◆ **Directions**
Pull every "serif" line out of the data below.

Saved entries
******************************
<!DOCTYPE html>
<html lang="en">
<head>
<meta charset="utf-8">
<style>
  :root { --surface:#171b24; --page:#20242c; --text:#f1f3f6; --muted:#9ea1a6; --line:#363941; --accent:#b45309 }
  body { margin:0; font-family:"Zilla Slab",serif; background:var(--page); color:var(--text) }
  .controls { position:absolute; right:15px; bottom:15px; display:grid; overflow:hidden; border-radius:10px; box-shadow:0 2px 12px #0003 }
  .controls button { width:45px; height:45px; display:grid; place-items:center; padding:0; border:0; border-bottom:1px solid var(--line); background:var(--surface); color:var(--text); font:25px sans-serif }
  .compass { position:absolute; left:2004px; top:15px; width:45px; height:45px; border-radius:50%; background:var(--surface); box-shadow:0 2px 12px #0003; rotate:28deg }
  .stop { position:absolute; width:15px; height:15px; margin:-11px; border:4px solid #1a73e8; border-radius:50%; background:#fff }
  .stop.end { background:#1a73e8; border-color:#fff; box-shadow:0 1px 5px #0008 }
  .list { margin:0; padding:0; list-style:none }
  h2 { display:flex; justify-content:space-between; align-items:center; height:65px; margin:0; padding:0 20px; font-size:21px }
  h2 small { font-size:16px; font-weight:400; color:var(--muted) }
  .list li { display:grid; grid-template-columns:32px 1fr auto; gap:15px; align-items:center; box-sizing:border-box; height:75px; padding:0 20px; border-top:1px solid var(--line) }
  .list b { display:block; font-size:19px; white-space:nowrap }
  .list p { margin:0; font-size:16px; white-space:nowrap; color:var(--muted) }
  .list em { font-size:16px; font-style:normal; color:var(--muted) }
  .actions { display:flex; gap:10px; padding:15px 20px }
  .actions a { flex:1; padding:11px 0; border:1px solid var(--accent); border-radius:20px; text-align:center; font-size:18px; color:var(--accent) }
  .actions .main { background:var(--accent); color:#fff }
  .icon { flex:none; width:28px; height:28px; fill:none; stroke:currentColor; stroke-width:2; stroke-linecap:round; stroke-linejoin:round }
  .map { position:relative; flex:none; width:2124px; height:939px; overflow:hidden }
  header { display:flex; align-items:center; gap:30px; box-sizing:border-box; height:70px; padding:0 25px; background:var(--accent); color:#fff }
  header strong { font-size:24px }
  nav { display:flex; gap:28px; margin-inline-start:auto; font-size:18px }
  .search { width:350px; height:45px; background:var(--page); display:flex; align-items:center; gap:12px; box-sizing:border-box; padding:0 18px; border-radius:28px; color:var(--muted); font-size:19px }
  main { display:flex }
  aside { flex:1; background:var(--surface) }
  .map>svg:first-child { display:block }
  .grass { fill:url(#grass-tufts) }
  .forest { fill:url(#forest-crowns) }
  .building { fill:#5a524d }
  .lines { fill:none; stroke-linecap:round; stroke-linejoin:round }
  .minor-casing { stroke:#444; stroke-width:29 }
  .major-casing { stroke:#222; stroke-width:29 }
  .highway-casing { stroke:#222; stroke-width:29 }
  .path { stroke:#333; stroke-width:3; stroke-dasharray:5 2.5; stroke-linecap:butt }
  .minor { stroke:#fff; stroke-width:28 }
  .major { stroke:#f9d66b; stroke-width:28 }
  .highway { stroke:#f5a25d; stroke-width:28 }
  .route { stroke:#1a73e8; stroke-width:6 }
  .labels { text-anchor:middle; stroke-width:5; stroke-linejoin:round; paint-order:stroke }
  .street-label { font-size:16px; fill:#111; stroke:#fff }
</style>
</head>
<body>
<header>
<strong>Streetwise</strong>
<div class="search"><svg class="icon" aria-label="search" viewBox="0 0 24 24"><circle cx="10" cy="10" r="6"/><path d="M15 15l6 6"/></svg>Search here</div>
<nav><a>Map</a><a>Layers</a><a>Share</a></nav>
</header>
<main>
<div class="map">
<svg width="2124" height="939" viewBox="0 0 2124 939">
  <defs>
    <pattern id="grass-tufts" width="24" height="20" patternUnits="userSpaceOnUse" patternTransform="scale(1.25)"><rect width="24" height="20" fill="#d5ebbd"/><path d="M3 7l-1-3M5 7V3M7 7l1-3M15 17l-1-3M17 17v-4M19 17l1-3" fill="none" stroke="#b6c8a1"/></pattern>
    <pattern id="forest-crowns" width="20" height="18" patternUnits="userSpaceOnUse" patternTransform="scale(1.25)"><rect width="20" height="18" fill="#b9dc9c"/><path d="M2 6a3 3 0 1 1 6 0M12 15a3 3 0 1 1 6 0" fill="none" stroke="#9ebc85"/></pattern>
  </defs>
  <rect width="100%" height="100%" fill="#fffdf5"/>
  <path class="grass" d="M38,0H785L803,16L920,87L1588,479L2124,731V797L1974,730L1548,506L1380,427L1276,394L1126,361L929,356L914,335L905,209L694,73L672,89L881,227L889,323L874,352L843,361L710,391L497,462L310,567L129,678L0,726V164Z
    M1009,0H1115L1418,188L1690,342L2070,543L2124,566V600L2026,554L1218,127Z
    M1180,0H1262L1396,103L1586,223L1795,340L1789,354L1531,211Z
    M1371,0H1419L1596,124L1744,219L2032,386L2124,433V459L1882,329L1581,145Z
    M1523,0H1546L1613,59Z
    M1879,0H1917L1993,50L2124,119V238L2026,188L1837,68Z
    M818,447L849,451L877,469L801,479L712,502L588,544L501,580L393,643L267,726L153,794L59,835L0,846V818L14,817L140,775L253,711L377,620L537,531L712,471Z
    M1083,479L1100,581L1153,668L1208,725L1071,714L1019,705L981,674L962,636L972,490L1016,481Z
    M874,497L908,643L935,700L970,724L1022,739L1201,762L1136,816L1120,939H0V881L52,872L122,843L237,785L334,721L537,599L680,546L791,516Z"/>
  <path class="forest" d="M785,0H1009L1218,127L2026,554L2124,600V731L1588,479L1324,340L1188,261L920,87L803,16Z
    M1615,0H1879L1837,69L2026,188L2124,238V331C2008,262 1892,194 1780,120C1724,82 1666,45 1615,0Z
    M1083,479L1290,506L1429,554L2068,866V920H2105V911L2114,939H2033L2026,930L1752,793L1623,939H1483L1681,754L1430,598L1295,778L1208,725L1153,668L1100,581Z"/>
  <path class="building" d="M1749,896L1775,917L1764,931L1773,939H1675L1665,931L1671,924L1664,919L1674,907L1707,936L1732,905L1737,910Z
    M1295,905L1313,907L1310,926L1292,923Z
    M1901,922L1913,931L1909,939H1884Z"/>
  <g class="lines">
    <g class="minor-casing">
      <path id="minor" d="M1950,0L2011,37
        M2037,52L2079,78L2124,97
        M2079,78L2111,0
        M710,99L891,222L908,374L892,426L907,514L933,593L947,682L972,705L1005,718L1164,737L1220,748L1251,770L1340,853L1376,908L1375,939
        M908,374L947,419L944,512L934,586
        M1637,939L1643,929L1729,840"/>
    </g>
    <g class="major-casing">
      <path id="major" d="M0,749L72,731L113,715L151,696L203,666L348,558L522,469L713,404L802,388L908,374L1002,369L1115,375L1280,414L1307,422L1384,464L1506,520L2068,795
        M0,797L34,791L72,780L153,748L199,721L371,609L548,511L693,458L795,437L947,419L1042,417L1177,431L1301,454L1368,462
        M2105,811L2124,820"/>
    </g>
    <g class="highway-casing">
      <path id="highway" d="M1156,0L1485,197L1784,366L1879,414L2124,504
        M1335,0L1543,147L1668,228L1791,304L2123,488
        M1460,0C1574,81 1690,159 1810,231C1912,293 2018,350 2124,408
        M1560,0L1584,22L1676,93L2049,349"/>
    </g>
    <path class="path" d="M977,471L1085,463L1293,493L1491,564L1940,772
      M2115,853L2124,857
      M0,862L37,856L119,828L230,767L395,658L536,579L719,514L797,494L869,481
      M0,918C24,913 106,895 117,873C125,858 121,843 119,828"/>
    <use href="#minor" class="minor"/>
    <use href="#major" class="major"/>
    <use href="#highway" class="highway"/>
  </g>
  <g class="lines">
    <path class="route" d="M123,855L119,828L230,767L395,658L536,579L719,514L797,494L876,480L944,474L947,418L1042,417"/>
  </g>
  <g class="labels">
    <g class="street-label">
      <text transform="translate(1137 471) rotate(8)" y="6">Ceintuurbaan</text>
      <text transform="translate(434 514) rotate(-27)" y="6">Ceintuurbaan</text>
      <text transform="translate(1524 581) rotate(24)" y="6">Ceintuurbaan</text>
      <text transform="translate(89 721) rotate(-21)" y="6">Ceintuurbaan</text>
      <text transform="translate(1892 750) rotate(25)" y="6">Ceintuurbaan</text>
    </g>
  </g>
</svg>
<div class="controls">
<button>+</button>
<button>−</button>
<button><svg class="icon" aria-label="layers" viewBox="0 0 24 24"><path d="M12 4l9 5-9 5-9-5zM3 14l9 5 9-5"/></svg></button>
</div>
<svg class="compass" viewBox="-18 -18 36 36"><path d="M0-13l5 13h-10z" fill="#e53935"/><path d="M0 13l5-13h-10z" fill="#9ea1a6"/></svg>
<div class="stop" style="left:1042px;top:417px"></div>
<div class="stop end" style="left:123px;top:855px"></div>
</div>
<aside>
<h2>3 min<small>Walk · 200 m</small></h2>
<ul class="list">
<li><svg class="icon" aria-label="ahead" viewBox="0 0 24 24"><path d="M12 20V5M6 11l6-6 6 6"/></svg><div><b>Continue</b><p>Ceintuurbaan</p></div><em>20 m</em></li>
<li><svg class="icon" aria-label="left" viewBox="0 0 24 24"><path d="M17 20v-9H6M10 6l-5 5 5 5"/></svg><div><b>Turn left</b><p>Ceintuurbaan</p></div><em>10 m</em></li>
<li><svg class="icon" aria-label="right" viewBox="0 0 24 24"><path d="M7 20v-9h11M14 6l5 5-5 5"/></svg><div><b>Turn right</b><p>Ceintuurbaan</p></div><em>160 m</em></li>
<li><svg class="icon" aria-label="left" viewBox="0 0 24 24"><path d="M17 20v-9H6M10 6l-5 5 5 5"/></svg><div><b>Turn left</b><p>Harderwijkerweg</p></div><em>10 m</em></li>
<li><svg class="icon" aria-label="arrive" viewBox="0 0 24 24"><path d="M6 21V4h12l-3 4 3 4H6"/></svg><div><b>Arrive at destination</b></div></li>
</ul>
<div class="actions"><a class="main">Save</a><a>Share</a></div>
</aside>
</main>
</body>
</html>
******************************
◆ **Finished exercise**
  body { margin:0; font-family:"Zilla Slab",serif; background:var(--page); color:var(--text) }
  .controls button { width:45px; height:45px; display:grid; place-items:center; padding:0; border:0; border-bottom:1px solid var(--line); background:var(--surface); color:var(--text); font:25px sans-serif }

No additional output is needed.